WORK INSTRUCTION:
Every line in the data below that holds "Κυλικείο" should be found and copied.
[PROVIDED INFORMATION — start]
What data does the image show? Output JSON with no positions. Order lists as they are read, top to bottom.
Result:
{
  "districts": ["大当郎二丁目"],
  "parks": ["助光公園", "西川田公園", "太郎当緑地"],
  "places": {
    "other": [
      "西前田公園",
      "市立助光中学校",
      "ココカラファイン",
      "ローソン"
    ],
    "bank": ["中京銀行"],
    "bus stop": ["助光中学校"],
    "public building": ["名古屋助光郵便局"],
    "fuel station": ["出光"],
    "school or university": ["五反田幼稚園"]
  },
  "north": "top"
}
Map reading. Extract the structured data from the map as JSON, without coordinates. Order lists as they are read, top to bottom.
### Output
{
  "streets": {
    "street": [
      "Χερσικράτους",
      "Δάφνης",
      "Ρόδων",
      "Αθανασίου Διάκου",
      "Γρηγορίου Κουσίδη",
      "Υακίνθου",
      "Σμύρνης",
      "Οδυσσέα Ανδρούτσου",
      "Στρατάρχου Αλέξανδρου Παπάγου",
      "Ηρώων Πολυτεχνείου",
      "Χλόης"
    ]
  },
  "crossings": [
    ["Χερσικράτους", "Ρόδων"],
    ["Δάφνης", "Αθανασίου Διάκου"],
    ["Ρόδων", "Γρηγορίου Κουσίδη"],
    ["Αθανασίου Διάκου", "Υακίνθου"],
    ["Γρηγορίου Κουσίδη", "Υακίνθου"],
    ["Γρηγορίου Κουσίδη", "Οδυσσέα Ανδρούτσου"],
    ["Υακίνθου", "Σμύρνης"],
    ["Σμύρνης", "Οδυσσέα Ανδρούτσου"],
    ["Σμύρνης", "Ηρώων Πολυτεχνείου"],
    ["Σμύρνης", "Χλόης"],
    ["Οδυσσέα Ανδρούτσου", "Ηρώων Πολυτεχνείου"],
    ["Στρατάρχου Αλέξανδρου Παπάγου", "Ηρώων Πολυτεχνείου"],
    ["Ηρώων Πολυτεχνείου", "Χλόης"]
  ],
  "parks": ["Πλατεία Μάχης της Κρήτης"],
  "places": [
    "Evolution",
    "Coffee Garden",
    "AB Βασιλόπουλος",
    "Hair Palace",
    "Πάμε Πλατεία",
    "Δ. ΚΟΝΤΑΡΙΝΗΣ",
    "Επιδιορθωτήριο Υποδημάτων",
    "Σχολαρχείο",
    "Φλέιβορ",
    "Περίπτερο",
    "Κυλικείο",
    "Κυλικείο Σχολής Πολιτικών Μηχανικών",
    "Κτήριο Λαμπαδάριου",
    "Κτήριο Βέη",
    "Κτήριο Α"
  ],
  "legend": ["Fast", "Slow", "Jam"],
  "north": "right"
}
[PROVIDED INFORMATION — finish]
YOUR RESPONSE:
    "Κυλικείο",
    "Κυλικείο Σχολής Πολιτικών Μηχανικών",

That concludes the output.